Steffen Meltzer, Gastautor / 24.11.2021 / 11:00 / Foto: Achgut.com / 85 / Seite ausdrucken

Die Flucht der Polizistinnen – das Urteil

Im Fall der beiden Polizeibeamtinnen, die im Mai 2020 bei einem Schusswechsel mit einem Drogendealer einen Kollegen im Stich ließen, ist nun das Urteil gefällt worden.

Zwei Polizeibeamtinnen sind vom Amtsgericht Schwelm bei Hagen wegen versuchter gefährlicher Körperverletzung im Amt durch Unterlassen zu einer Freiheitsstrafe von einem Jahr auf Bewährung verurteilt worden. Sollte das Urteil Rechtskraft erlangen, würden die beiden Staatsdienerinnen ihren Beamtenstatus verlieren.

Ich hatte auf Achgut.com in einer Serie von vier Artikeln (hier, hier, hier und hier) über den vorangegangenen Gerichtsprozess gegen den angeklagten Vitalij K. (37) berichtet. Im Folgenden eine Zusammenfassung der Vorgeschichte, die sich aus dem ersten Gerichtsverfahren zusammensetzen lässt:

Der inzwischen verurteilte Drogendealer hatte am 6. Mai 2020 bei einer Fahrzeugkontrolle mehrfach auf zwei Polizeibeamte geschossen, nachdem diese einen Haftbefehl vollstrecken wollten. Die zwei hinzukommenden Polizeibeamtinnen hielten auf das Zeichen eines der kontrollierenden Beamten mit ihrem Polizeifahrzeug am Tatort an und stiegen aus. Nachdem die ersten Schüsse fielen, machten sie sich jedoch feige aus dem Staub, anstatt ihren Kollegen bei dem Schusswechsel (insgesamt 21 Schüsse) zu unterstützen. „Meine Kollegin schrie nur noch: Nix wie weg hier! Renn! Renn!“ Die beiden bewaffneten Frauen eilten vom Tatort davon, ohne sich um ihren verletzten und auf der Straße liegenden Kameraden zu kümmern.
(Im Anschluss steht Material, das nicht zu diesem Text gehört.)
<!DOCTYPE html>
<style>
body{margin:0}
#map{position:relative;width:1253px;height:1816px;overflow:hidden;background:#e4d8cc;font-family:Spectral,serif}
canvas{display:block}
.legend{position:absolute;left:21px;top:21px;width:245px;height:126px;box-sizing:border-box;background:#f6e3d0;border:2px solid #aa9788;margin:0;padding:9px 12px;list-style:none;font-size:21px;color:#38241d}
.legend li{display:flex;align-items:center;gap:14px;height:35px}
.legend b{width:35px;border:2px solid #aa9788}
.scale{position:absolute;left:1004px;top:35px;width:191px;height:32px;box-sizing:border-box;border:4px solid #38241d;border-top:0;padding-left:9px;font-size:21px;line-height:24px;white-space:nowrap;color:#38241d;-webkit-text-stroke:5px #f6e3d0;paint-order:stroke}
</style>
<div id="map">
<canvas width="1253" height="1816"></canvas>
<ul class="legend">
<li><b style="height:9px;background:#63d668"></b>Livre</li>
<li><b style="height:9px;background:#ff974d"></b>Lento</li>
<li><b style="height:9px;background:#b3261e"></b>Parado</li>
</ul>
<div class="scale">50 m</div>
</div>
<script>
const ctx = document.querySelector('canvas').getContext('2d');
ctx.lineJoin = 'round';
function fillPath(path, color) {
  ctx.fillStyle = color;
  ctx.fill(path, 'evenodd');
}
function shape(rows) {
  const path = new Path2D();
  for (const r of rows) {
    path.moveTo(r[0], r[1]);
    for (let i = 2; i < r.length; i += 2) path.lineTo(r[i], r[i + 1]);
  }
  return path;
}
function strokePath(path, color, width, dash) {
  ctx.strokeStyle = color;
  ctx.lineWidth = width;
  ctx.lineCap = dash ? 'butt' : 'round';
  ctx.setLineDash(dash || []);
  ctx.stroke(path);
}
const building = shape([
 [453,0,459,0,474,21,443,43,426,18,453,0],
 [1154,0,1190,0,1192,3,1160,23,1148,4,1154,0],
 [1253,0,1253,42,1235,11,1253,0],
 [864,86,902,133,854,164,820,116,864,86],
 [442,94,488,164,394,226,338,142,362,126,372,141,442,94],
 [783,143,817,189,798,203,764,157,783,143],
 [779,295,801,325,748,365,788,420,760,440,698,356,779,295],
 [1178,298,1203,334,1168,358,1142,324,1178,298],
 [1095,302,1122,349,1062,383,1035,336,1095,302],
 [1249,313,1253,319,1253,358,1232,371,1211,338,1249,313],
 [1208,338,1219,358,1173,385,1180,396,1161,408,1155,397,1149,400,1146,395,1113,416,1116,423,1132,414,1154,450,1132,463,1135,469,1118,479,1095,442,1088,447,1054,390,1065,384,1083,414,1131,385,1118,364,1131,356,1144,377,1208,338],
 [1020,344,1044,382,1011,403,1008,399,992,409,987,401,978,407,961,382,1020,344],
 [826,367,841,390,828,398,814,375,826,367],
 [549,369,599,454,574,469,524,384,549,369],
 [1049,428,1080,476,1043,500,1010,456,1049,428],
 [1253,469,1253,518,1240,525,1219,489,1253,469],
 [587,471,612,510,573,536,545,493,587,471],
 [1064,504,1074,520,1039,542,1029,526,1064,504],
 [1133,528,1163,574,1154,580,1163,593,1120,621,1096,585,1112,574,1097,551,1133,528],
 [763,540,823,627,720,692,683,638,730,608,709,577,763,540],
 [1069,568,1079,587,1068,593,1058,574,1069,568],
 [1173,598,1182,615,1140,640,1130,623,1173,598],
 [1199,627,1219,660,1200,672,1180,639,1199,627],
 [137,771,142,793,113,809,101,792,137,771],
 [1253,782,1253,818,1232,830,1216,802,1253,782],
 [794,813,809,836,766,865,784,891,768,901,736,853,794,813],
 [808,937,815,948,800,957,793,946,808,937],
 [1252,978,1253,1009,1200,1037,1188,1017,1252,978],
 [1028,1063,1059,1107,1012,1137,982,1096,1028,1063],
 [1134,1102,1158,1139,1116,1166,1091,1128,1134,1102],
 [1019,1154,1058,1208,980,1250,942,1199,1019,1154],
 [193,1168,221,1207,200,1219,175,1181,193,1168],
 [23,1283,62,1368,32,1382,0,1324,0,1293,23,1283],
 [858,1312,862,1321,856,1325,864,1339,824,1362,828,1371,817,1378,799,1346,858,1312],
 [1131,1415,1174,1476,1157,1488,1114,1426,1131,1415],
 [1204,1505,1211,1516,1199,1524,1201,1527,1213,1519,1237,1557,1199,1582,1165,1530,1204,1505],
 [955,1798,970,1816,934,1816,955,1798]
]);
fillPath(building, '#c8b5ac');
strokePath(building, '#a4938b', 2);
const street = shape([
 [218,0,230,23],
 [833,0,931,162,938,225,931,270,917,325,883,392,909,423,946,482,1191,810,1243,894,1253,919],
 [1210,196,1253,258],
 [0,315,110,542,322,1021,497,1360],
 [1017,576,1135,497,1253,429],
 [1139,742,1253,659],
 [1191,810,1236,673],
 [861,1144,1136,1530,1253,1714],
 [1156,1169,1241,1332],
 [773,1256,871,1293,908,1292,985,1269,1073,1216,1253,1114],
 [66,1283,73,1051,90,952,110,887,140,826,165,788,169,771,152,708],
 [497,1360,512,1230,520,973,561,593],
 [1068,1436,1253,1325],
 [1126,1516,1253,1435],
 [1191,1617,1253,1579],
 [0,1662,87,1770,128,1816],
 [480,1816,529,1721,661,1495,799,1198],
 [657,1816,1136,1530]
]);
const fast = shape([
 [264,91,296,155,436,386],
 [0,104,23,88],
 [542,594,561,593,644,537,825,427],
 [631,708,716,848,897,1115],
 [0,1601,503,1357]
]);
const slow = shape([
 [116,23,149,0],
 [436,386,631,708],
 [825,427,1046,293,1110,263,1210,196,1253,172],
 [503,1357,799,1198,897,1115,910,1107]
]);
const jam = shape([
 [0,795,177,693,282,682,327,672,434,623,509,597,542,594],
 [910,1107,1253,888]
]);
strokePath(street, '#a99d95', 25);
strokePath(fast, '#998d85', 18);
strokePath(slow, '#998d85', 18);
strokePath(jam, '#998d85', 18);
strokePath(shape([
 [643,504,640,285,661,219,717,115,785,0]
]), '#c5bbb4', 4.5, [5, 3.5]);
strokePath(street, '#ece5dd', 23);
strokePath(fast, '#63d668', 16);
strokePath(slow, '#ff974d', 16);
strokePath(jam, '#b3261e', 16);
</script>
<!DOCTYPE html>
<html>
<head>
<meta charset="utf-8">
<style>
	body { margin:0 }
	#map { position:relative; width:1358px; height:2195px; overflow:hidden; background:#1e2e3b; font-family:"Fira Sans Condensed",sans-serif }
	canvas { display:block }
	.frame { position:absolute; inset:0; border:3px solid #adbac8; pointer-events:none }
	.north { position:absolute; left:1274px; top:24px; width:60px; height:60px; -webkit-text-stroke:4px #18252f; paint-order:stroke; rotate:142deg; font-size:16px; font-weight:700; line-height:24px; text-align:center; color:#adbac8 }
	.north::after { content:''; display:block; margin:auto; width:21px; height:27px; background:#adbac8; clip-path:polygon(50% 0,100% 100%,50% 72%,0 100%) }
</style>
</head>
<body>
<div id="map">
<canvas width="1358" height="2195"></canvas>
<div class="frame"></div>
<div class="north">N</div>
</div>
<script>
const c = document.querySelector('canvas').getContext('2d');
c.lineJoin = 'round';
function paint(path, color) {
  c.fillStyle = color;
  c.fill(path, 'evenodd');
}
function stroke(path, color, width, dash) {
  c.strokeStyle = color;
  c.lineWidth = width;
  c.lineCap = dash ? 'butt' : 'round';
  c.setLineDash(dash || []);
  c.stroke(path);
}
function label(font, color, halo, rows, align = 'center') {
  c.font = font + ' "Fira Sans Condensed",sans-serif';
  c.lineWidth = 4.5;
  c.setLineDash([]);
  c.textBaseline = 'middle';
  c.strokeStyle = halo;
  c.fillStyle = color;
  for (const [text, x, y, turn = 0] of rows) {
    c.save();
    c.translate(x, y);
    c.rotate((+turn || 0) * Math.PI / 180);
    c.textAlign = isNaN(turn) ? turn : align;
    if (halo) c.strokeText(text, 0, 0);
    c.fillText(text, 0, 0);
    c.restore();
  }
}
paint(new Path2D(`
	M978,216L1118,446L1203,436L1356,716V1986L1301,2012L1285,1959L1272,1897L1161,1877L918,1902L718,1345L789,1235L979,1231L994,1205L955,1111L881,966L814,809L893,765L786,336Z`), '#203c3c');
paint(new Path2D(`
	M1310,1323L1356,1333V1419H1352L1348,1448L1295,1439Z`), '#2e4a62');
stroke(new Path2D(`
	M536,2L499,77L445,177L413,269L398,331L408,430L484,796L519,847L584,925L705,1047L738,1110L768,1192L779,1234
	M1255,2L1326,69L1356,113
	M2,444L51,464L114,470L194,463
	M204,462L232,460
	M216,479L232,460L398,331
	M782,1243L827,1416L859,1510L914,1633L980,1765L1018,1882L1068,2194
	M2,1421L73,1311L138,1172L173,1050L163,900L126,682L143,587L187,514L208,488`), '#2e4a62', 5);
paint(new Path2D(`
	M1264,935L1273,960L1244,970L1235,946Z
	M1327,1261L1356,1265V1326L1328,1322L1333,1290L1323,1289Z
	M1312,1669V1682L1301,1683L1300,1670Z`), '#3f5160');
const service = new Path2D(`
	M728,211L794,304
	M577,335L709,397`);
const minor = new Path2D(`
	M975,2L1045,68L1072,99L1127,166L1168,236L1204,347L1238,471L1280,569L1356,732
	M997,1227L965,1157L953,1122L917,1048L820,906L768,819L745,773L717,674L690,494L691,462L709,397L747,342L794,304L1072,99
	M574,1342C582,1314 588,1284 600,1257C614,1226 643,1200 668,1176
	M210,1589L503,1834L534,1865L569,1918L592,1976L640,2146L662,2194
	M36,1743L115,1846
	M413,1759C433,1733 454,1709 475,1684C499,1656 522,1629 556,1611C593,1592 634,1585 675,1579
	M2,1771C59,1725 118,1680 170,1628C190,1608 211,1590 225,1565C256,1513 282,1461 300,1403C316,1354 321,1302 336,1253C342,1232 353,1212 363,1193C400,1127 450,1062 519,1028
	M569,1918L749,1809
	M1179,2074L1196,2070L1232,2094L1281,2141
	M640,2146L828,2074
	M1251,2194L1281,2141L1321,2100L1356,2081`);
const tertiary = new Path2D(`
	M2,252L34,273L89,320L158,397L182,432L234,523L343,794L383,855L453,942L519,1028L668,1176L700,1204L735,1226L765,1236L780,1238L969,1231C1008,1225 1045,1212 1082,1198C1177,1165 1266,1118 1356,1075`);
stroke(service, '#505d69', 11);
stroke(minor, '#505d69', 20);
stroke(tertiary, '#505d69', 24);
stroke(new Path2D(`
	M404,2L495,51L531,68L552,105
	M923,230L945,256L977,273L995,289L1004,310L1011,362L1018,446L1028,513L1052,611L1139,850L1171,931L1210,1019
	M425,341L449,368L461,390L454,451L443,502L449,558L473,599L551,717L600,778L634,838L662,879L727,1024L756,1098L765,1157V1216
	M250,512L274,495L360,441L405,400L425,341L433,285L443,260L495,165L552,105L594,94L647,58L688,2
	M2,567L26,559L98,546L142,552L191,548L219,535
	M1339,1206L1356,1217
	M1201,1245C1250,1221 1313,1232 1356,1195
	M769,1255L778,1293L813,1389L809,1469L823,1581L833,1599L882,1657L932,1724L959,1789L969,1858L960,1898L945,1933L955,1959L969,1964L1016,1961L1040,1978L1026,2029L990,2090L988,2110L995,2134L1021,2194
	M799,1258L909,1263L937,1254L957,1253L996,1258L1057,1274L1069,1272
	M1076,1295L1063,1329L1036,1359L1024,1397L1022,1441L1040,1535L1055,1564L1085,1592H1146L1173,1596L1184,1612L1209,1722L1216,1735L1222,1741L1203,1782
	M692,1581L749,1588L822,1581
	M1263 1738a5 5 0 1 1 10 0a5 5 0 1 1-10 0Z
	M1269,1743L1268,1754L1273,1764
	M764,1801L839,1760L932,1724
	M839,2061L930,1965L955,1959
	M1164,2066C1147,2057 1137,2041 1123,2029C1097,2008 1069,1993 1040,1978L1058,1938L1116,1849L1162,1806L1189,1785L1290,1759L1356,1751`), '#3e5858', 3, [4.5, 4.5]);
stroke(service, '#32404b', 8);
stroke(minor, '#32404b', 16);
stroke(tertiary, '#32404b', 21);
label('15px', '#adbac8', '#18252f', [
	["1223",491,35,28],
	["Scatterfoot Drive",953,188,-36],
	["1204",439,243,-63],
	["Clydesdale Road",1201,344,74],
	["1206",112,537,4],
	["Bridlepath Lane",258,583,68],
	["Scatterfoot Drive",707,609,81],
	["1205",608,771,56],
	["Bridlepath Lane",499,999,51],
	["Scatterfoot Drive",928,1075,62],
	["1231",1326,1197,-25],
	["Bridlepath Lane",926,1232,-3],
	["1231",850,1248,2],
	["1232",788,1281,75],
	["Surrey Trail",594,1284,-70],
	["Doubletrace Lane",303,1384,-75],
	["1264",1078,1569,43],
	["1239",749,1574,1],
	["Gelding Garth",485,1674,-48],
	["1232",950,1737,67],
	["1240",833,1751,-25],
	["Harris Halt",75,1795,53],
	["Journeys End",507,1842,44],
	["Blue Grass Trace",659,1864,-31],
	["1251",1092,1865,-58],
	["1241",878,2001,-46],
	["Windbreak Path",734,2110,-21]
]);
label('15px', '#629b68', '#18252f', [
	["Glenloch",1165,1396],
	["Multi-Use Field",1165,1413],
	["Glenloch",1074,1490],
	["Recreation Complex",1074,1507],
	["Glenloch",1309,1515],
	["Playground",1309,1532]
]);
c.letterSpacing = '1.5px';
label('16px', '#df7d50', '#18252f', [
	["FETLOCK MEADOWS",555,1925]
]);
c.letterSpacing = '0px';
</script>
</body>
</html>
Nach ihrer Flucht stoppten sie nach zirka 50 Metern ein zufällig vorbeifahrendes Auto, in dem eine 25-jährige Altenpflegerin saß. Die Zeugin berichtet: „Die sind so wirr gelaufen, ich dachte erst, sie seien betrunken“. Im Fahrzeug gab die 37-jährige Beamtin auf dem Beifahrersitz Anweisung, sofort zu wenden. Die 32-Jährige verlangte außerdem von der Fahrerin deren Handy und rief damit die Kreisleitstelle an, „obwohl sie selbst eins dabei hatte“. Zur gleichen Zeit befahl die Ältere der beiden, wohin die Fahrt gehen sollte. Nachdem sie auf Anweisung eine rote Ampel überfahren hatte, endete die vorläufige Flucht im Wendehammer einer Sackgasse. Hier sollte die Zeugin ihr Fahrzeug anhalten und den Motor abstellen.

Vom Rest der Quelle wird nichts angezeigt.